--- START ---

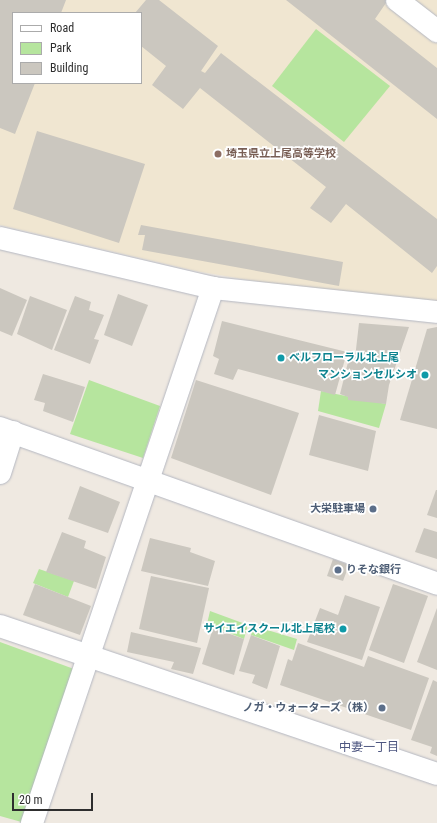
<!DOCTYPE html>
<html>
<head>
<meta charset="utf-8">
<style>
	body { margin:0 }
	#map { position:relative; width:437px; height:823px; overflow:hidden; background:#efe9e1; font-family:"Roboto Condensed","Noto Sans JP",sans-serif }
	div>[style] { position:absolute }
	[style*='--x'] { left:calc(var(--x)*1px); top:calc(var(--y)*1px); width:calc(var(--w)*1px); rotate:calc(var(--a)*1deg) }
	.education>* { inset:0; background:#f0e6d1 }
	.green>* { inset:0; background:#b6e59e }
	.building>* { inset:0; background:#cbc7bf }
	.roads { filter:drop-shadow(0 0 1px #b4b7c1) drop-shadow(0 0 1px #b4b7c1) }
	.minor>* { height:22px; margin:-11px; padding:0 11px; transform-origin:11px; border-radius:11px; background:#fff }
	.dots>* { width:11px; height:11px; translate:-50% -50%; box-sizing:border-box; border:2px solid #fff; border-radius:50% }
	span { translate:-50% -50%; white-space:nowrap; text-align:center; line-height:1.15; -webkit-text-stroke:3.5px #fff; paint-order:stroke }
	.education-label { font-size:11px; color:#785e54; font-weight:700 }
	.left { translate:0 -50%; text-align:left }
	.culture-label { font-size:11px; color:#0d838f; font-weight:700 }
	.right { translate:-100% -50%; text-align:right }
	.service-label { font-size:11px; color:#4e5e75; font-weight:700 }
	.neighbourhood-label { font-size:12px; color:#4d5680 }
	.legend { position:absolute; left:12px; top:12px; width:130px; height:72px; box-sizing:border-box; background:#fff; border:1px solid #ababab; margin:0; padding:5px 7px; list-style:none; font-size:12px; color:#2e2e2e }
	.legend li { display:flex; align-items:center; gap:8px; height:20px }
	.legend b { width:20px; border:1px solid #ababab }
	.scale { position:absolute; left:12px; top:793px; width:81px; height:18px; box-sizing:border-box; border:2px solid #2e2e2e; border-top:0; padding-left:5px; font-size:12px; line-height:14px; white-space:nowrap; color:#2e2e2e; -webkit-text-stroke:3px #fff; paint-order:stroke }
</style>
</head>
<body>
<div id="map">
	<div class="education">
		<i style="clip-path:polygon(evenodd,0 0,437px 0,437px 301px,353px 298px,196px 271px,0 225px,0 0,13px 13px,141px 13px,141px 83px,13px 83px,13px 13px)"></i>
	</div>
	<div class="green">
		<i style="clip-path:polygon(316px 29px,390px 86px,344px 142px,272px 86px)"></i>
		<i style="clip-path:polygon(89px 380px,160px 406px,143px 458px,70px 434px)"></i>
		<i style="clip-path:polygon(321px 391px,386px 404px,379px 428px,318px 411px)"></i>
		<i style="clip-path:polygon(39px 569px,74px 581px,68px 597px,33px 583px)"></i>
		<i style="clip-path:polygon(210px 611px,248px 625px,244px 639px,207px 624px)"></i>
		<i style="clip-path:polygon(254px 626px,297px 639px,294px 650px,251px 635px)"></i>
		<i style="clip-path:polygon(0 642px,74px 669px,25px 823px,0 816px)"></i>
	</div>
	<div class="building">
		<i style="clip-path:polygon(0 0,66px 0,61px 13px,13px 13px,13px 83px,35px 83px,15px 134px,0 128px)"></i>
		<i style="clip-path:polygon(146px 0,159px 0,218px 46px,201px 71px,205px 73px,221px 53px,437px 219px,437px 266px,432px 273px,346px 204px,331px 223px,310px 208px,326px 187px,200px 88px,183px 109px,152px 85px,166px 66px,141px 46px,141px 13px,135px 13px)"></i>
		<i style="clip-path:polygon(286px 0,388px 0,375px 19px,437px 68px,437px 119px)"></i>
		<i style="clip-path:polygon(37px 131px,145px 164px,119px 243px,13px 209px)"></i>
		<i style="clip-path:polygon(141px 225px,343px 262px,339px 286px,142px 250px,145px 235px,138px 235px)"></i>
		<i style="clip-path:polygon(0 288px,27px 300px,12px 336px,0 331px)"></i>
		<i style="clip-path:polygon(118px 294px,148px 305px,132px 346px,104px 335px)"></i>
		<i style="clip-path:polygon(30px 296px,67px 310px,52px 350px,17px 334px)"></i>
		<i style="clip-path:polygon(75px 296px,91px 302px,89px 310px,104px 315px,94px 339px,99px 340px,90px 364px,54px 350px)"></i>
		<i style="clip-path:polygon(222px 321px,347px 352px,335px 395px,238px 369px,233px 380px,214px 374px,219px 359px,213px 356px)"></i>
		<i style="clip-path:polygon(359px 323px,409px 327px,389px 385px,386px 404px,348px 400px,348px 397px,340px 394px,349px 358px,355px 358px)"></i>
		<i style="clip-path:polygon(437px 327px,437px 429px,400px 420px,427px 329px)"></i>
		<i style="clip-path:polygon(43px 374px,85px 387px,73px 422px,43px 411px,45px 403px,34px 400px)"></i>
		<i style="clip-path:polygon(196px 380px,299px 413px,271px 495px,171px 458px)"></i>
		<i style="clip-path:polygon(319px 415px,376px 431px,368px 471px,309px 455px)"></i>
		<i style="clip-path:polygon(80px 486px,120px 502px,108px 533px,68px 519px)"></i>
		<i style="clip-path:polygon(436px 490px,437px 490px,437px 518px,427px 515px)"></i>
		<i style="clip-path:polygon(424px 528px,437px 532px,437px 559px,415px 552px)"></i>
		<i style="clip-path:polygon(62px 532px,86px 541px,84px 548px,106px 557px,96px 589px,46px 572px)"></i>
		<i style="clip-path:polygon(150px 538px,191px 548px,190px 552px,215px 561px,208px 586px,141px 571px)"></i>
		<i style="clip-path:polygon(333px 559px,349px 565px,343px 581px,327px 576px)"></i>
		<i style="clip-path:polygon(151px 576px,209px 588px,197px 643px,139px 629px)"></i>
		<i style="clip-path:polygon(35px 584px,91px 606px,80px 635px,23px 615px)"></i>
		<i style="clip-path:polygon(393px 584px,428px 596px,404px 663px,369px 650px)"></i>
		<i style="clip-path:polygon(345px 595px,380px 607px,362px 660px,307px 642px,320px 608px,338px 615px)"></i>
		<i style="clip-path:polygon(437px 608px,437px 670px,417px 662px)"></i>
		<i style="clip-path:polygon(213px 628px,244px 639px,234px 675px,202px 664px)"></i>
		<i style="clip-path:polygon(131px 632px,201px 648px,193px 674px,171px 669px,174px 662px,127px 652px)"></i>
		<i style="clip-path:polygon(251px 635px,280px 646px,267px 689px,252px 683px,255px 675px,239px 671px)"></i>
		<i style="clip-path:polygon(298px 643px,364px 667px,368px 656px,429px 678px,411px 730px,280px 685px,288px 659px,292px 661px)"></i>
		<i style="clip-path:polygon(433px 680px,437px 682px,437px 756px,430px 753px,432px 747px,411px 740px)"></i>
	</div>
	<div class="roads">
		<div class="minor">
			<i style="--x:397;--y:0;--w:51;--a:37.8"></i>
			<i style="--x:0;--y:238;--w:219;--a:13.2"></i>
			<i style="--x:213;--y:288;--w:225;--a:6.1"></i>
			<i style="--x:0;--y:428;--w:464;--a:19.6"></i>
			<i style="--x:0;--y:473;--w:43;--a:-72.4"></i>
			<i style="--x:0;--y:626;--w:461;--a:18.7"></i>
			<i style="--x:32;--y:823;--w:565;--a:-71.31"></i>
		</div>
	</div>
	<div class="dots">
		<i style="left:218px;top:154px;background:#8d6e63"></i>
		<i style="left:281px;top:358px;background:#0f9aa8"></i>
		<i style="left:425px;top:375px;background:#0f9aa8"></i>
		<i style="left:373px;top:509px;background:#5c6f8a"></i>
		<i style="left:338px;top:570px;background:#5c6f8a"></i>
		<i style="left:343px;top:629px;background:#0f9aa8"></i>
		<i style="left:382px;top:708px;background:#5c6f8a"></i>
	</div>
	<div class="education-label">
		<span class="left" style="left:226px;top:154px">埼玉県立上尾高等学校</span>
	</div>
	<div class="culture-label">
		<span class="left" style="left:289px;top:358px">ベルフローラル北上尾</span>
		<span class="right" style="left:417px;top:375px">マンションセルシオ</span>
		<span class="right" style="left:335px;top:629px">サイエイスクール北上尾校</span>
	</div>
	<div class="service-label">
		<span class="right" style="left:365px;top:509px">大栄駐車場</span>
		<span class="left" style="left:346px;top:570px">りそな銀行</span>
		<span class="right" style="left:374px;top:708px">ノガ・ウォーターズ（株）</span>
	</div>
	<div class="neighbourhood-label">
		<span style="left:369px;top:748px">中妻一丁目</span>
	</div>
	<ul class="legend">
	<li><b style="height:5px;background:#fff"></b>Road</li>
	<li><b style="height:11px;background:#b6e59e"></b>Park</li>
	<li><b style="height:11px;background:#cbc7bf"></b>Building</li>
	</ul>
	<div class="scale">20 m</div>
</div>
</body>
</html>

--- END ---

**Problem to solve:**
Beginning at the line with "font-size:11px; color:#4e5e75; font-weight:700" and ending at the line with "display:flex; align-items:center; gap:8px;", reproduce each line of the data above exactly, and add no other lines.

**Solution:**
	.service-label { font-size:11px; color:#4e5e75; font-weight:700 }
	.neighbourhood-label { font-size:12px; color:#4d5680 }
	.legend { position:absolute; left:12px; top:12px; width:130px; height:72px; box-sizing:border-box; background:#fff; border:1px solid #ababab; margin:0; padding:5px 7px; list-style:none; font-size:12px; color:#2e2e2e }
	.legend li { display:flex; align-items:center; gap:8px; height:20px }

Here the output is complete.